Cuando el alto leyó la carta, lloró en silencio. Su padre lo dejaba a cargo de todo. Gaster había dejado explícitamente dicho que jamás volvería, dejando una dirección para que Papyrus lo encuentre cuando sienta que sea el momento indicado, y que bajo ninguna circunstancia llevara a Sans con él.

A día de hoy, sigue esperando ese sentimiento. Siente pena cada vez que ve a su hermano, pensando en la razón por la que su progenitor no quiere ver al bajito.

—¿hay algo para comer? —preguntó el de chaqueta azulada con un tono demandante, mirando a su hermano menor con fastidio— tengo hambre.

—H-HAY ESPA-... —guardó silencio al escuchar el control remoto romperse.

—¡¿otra vez esa mierda?! ¡¿qué acaso no sabes cocinar otra cosa?! —gritó, iracundo— ¡todos los putos días la misma mierda, estoy harto de tu asqueroso espagueti! —cada palabra que salía desde la "boca" de Sans hería poco a poco a Papyrus— ¡ni siquiera sabes hacerlo correctamente! ¡hasta la mierda de caballo sabe mejor! —levantándose abruptamente, se dirigió a la puerta a paso rápido— me voy a otro puto lado, no quiero ver tu maldita cara en lo que queda del día. y quítate ese ridículo traje, pareces imbécil —y con eso último dicho, salió de la casa dando un fuerte portazo.

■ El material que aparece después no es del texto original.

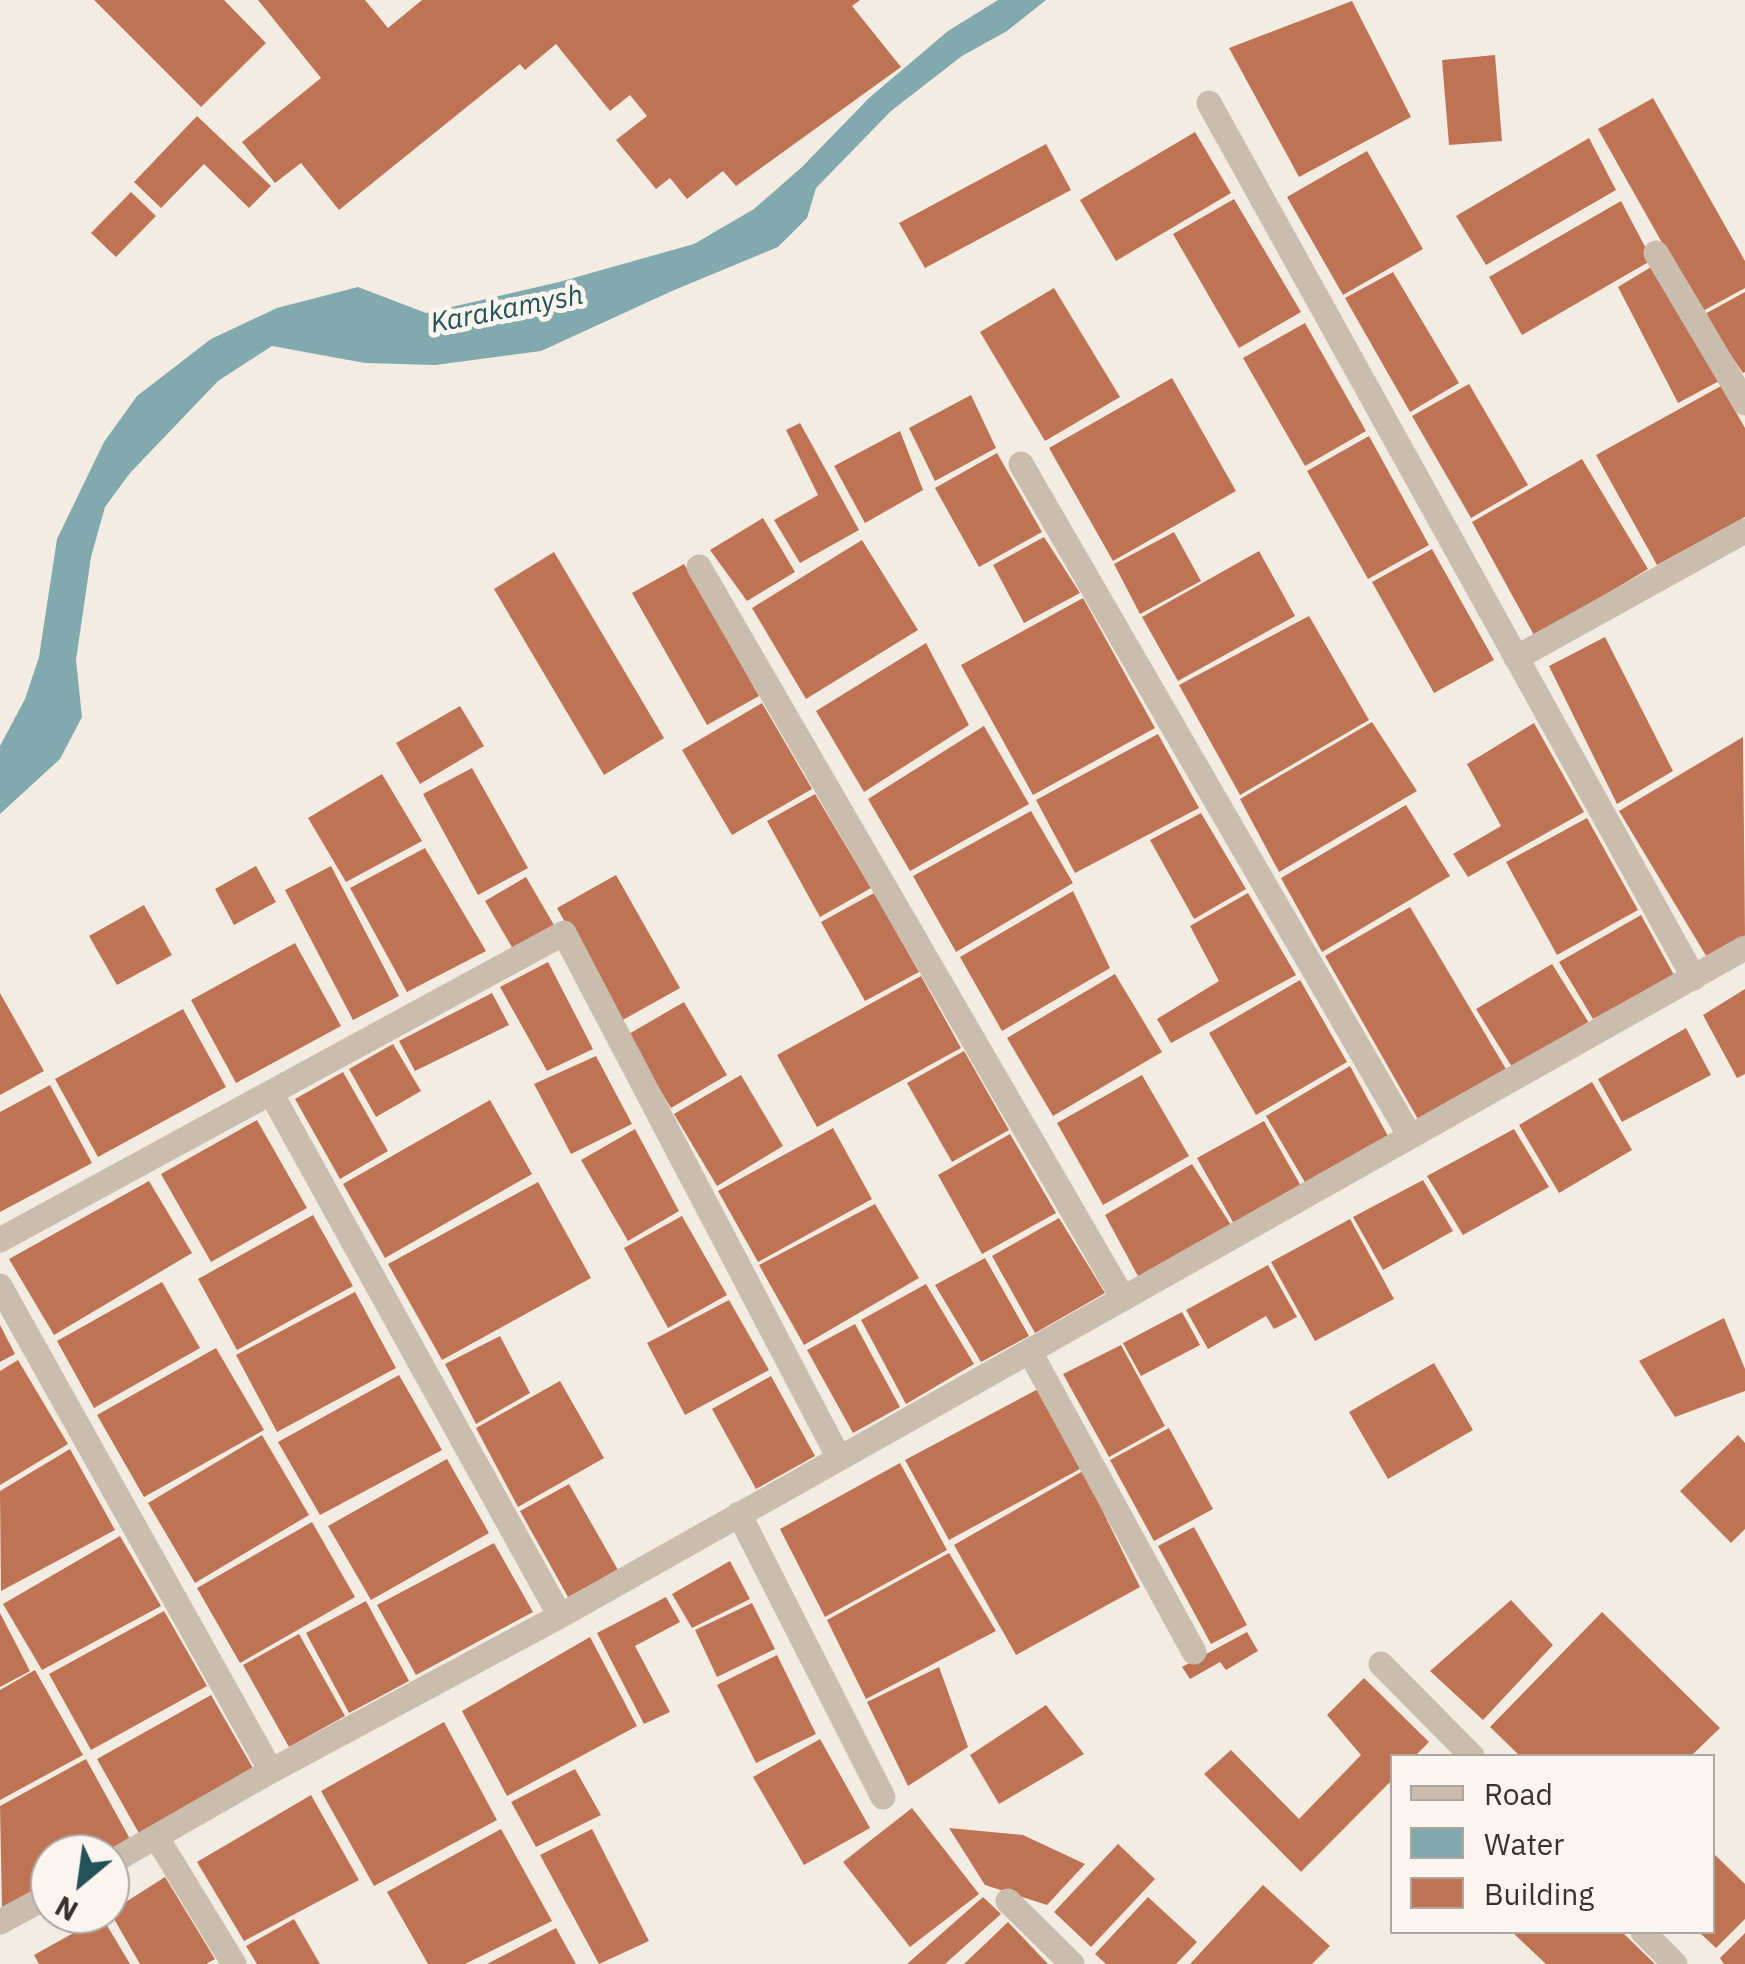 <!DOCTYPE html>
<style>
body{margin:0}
#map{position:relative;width:1745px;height:1964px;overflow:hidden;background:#f2ece2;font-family:"IBM Plex Sans",sans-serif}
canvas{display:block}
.legend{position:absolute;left:1390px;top:1754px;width:325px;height:180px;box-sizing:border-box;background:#faf5ee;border:2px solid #ada7a0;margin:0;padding:12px 18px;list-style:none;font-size:30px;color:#39312c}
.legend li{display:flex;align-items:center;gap:20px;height:50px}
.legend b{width:50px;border:2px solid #ada7a0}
.north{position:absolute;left:30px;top:1834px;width:100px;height:100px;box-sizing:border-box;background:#faf5ee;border:2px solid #ada7a0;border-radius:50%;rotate:209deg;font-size:28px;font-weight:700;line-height:40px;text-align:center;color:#39312c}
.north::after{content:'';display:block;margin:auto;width:35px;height:45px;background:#245259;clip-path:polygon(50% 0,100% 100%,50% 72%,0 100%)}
</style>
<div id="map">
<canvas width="1745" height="1964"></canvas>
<ul class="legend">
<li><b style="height:12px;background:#cabdae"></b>Road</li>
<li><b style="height:28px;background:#82a9ae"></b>Water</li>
<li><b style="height:28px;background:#be7454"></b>Building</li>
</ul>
<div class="north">N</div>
</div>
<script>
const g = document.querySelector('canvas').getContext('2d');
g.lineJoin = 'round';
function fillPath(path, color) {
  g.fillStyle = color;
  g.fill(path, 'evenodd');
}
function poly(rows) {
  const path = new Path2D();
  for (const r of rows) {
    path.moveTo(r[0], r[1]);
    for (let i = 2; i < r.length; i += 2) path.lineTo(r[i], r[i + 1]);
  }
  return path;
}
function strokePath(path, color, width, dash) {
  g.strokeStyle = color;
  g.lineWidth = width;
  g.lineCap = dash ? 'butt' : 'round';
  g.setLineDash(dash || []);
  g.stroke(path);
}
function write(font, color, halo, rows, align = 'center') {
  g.font = font + ' "IBM Plex Sans",sans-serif';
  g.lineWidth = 10;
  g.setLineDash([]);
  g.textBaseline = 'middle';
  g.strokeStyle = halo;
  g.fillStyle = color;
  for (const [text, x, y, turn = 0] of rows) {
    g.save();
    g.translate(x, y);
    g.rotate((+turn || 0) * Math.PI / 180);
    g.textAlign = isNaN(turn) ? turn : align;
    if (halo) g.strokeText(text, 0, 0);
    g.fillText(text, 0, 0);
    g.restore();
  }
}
fillPath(poly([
 [998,0,1046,0,1007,31,962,56,891,111,816,188,807,218,778,247,672,291,541,351,435,365,365,363,272,346,218,381,130,473,105,507,91,557,76,660,82,717,60,759,0,814,0,746,25,699,39,657,57,539,104,442,137,396,211,339,277,308,358,287,426,313,559,282,694,244,754,209,802,167,869,98,948,31]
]), '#82a9ae');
fillPath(poly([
 [94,0,224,0,266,43,201,107],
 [258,0,365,0,388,28,422,0,860,0,852,6,901,67,736,186,723,171,687,199,670,178,656,189,616,140,647,116,630,95,610,111,556,44,525,70,520,64,339,210,301,163,275,183,242,142,321,78],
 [1352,1,1411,117,1299,177,1229,48],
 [1495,55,1502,141,1449,145,1442,60],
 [1653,98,1745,261,1745,288,1701,312,1598,129],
 [197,116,271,186,249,208,204,164,161,208,134,182],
 [1195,132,1231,193,1116,261,1080,200],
 [1589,138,1616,190,1486,265,1456,216],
 [1046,144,1071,190,925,268,899,223],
 [1367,151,1423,249,1343,295,1287,197],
 [131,192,156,216,116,257,91,233],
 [1234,199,1301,312,1239,348,1173,234],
 [1621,201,1652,260,1522,335,1489,277],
 [1656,264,1719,381,1678,403,1618,287],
 [1393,272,1459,383,1410,412,1345,298],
 [1054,288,1120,397,1045,441,980,332],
 [1745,292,1745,372,1743,373,1703,315],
 [1305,323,1366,431,1305,466,1243,358],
 [1172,378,1236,491,1113,561,1049,448],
 [1469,384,1528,485,1471,518,1412,416],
 [1721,386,1745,428,1745,517,1657,565,1596,455],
 [971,395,996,448,935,481,909,428],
 [800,423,859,530,800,563,774,520,818,495,786,430],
 [900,431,923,490,865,523,834,466],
 [1369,436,1429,545,1368,579,1307,471],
 [997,453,1042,532,979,567,935,488],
 [1582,459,1648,569,1535,637,1472,522],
 [763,518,795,572,747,601,710,550],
 [1174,532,1201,581,1140,614,1114,564],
 [1044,537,1080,593,1024,623,993,565],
 [862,540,918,630,806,699,752,608],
 [1432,549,1494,660,1434,693,1372,582],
 [1259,551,1295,616,1178,681,1142,617],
 [554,552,664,738,604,775,494,589],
 [684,564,759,696,707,725,632,593],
 [1083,598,1155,728,1033,795,961,665],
 [1309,616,1369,720,1240,795,1179,685],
 [1605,637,1673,771,1617,804,1549,666],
 [926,643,969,725,864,792,816,711],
 [762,703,812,789,732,835,682,750],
 [460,706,484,746,420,784,396,743],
 [1372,722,1417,791,1279,872,1240,799],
 [1534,723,1584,812,1468,877,1453,854,1501,826,1467,764],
 [984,726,1029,804,910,871,868,799],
 [1158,734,1199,808,1075,873,1036,800],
 [1743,737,1745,937,1708,959,1619,811],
 [472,768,528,868,478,895,423,794],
 [382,774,422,841,346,882,308,818],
 [815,794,871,888,820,917,767,821],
 [1406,805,1450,876,1322,952,1281,878],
 [1031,811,1073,883,956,952,913,876],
 [1201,813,1246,889,1194,919,1150,840],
 [1587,818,1638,910,1557,955,1506,862],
 [425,848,486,951,407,992,350,888],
 [256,866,276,902,234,925,215,889],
 [331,866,399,996,353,1020,285,890],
 [616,875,680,988,621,1021,557,908],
 [526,877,554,925,513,949,485,901],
 [1073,891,1110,968,1002,1031,960,957],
 [874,893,919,972,865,1001,821,922],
 [1248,893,1296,975,1171,1043,1157,1019,1219,981,1190,926],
 [144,905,172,955,117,985,89,936],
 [1410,907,1506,1069,1419,1121,1325,956],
 [1641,915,1674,975,1593,1019,1559,962],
 [295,943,341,1026,236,1083,191,1000],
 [548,962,593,1049,547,1071,500,987],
 [1552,964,1589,1023,1512,1067,1476,1009],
 [1115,974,1162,1052,1053,1116,1007,1038],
 [921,976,961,1048,817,1127,777,1055],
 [1300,980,1347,1062,1256,1115,1209,1033],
 [1745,989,1745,1074,1737,1078,1703,1015],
 [0,993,44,1071,0,1095],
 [492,993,509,1025,415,1071,399,1041],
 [684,1002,727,1075,671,1108,627,1035],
 [183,1009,226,1087,98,1157,55,1079],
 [1686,1028,1711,1075,1622,1122,1598,1079],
 [393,1044,421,1091,376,1117,349,1069],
 [964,1051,1009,1130,952,1162,907,1083],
 [596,1056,632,1124,571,1154,534,1084],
 [1350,1066,1389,1138,1306,1184,1266,1116],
 [343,1072,388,1151,340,1179,295,1099],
 [741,1075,783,1146,717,1186,674,1114],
 [1142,1075,1189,1156,1103,1205,1057,1123],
 [1592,1082,1632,1150,1559,1193,1519,1125],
 [50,1085,92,1163,0,1212,0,1112],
 [490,1100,532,1174,385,1258,343,1184],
 [257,1120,307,1208,211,1262,161,1174],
 [1264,1121,1301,1186,1234,1224,1197,1158],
 [833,1128,872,1199,758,1262,718,1191],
 [635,1129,679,1211,628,1241,581,1160],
 [1514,1129,1549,1187,1463,1235,1427,1176],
 [1010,1134,1056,1213,982,1254,938,1175],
 [1192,1164,1231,1225,1139,1278,1105,1215],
 [1423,1180,1453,1231,1383,1270,1353,1217],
 [149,1181,192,1253,54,1335,9,1259],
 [538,1182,591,1278,442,1360,388,1264],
 [875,1204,919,1278,804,1345,759,1265],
 [313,1215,353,1286,237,1350,198,1279],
 [682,1216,727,1295,668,1328,624,1248],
 [1059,1218,1105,1293,1035,1333,992,1256],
 [1350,1219,1394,1299,1315,1341,1271,1262],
 [985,1258,1029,1336,981,1362,935,1285],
 [1268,1265,1297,1317,1274,1329,1266,1316,1208,1349,1186,1310],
 [162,1282,200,1348,94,1408,57,1341],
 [926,1284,974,1364,906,1404,861,1320],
 [355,1292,396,1368,277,1432,236,1355],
 [729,1300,769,1370,685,1415,647,1343],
 [1182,1312,1200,1345,1141,1376,1123,1343],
 [1724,1318,1745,1369,1745,1391,1675,1417,1639,1361],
 [855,1324,900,1407,853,1433,807,1350],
 [0,1325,15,1354,0,1362],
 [500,1336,530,1393,476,1424,445,1364],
 [1121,1345,1165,1426,1109,1457,1063,1374],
 [216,1348,264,1430,144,1497,97,1415],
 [18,1360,68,1444,0,1485,0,1371],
 [1434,1363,1473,1430,1388,1479,1349,1412],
 [399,1375,442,1450,320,1515,278,1442],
 [771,1376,815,1456,756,1489,712,1409],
 [560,1381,604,1458,518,1507,476,1428],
 [1038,1389,1080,1469,949,1540,905,1460],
 [1169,1428,1213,1509,1154,1541,1110,1460],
 [262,1435,309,1515,195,1583,148,1503],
 [1738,1435,1745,1443,1745,1529,1731,1543,1680,1491],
 [70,1449,115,1530,1,1591,0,1491],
 [447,1459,489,1533,371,1600,328,1526],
 [900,1463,947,1550,825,1617,780,1529],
 [1083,1471,1140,1587,1016,1655,954,1545],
 [569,1484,618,1570,568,1597,520,1511],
 [312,1522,355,1597,240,1663,197,1588],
 [1194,1527,1247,1625,1211,1644,1158,1546],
 [120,1536,161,1606,42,1670,3,1604],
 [494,1543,533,1612,416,1675,377,1605],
 [949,1553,996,1631,866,1699,827,1620],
 [730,1561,750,1599,692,1628,672,1594],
 [666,1597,680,1622,635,1646,670,1712,644,1724,597,1633],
 [1511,1600,1553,1645,1483,1720,1430,1671],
 [366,1601,409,1681,349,1713,306,1633],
 [752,1603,775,1649,717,1677,695,1630],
 [164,1611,207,1686,91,1750,49,1674],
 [1602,1612,1720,1728,1691,1756,1520,1756,1490,1727],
 [0,1613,30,1671,0,1687],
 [1247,1632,1258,1651,1226,1670,1220,1662,1190,1679,1182,1667],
 [299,1634,345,1716,289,1747,243,1665],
 [590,1637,637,1726,507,1796,462,1711],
 [777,1655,816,1734,756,1763,717,1685],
 [939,1667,968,1747,908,1786,867,1702],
 [35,1670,83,1755,0,1800,0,1690],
 [1364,1678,1429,1742,1415,1756,1392,1756,1392,1780,1301,1872,1204,1774,1231,1750,1299,1819,1361,1755,1327,1715],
 [211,1695,254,1770,140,1835,97,1759],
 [1046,1705,1084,1754,999,1804,970,1755],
 [444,1722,497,1820,374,1886,321,1791],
 [820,1739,870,1828,804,1865,753,1777],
 [86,1759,130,1839,102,1854,50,1854,50,1882,2,1908,0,1806],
 [575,1769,601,1815,536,1847,511,1802],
 [311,1795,359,1880,244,1941,197,1862],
 [912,1808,979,1894,910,1947,843,1862],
 [949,1828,1023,1835,1085,1864,1047,1905,985,1885],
 [501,1829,552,1921,465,1964,428,1964,387,1892],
 [592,1829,649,1941,599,1964,540,1855],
 [1118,1844,1155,1879,1091,1947,1054,1912],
 [1712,1852,1745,1884,1745,1919,1716,1948,1699,1932,1712,1932],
 [165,1877,215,1959,206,1964,140,1964,110,1912],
 [1263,1885,1330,1946,1312,1964,1190,1964],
 [983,1897,1001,1914,945,1964,907,1964],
 [1148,1897,1197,1942,1176,1964,1106,1964,1095,1954],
 [102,1917,130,1964,39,1964,34,1955],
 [294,1919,320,1964,257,1964,246,1946],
 [1008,1922,1048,1964,964,1964],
 [556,1928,576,1964,487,1964],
 [1512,1932,1622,1932,1655,1964,1546,1964],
 [1745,1933,1745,1964,1724,1964,1720,1958]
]), '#be7454');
strokePath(poly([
 [1209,103,1694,978],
 [1656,253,1745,403],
 [1021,464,1410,1136],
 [699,567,1123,1298],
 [1516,658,1745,531],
 [271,1093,560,1616],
 [0,1240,564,933,839,1458],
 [0,1286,271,1771],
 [1030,1352,1194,1652],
 [739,1514,883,1797],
 [1381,1664,1472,1756],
 [157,1838,234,1964],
 [110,1863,271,1771,560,1616,1745,948],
 [1008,1901,1072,1964],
 [0,1922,50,1895],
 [1643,1932,1675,1964]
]), '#cabdae', 25);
write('italic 28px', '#245259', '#faf5ee', [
 ["Karakamysh",507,310,-11]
]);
</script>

Otra vez, el alto esqueleto de rojiza bufanda aguantó las lágrimas, regresando a la cocina mientras se pasaba sus enguantadas manos por su rostro, limpiando así las lágrimas que se asomaron por sus cuencas.

Ese sentimiento que espera aún no aparece... Y está deseando fuertemente que aparezca. Realmente no sabe si podrá aguantar un día más con ese trato.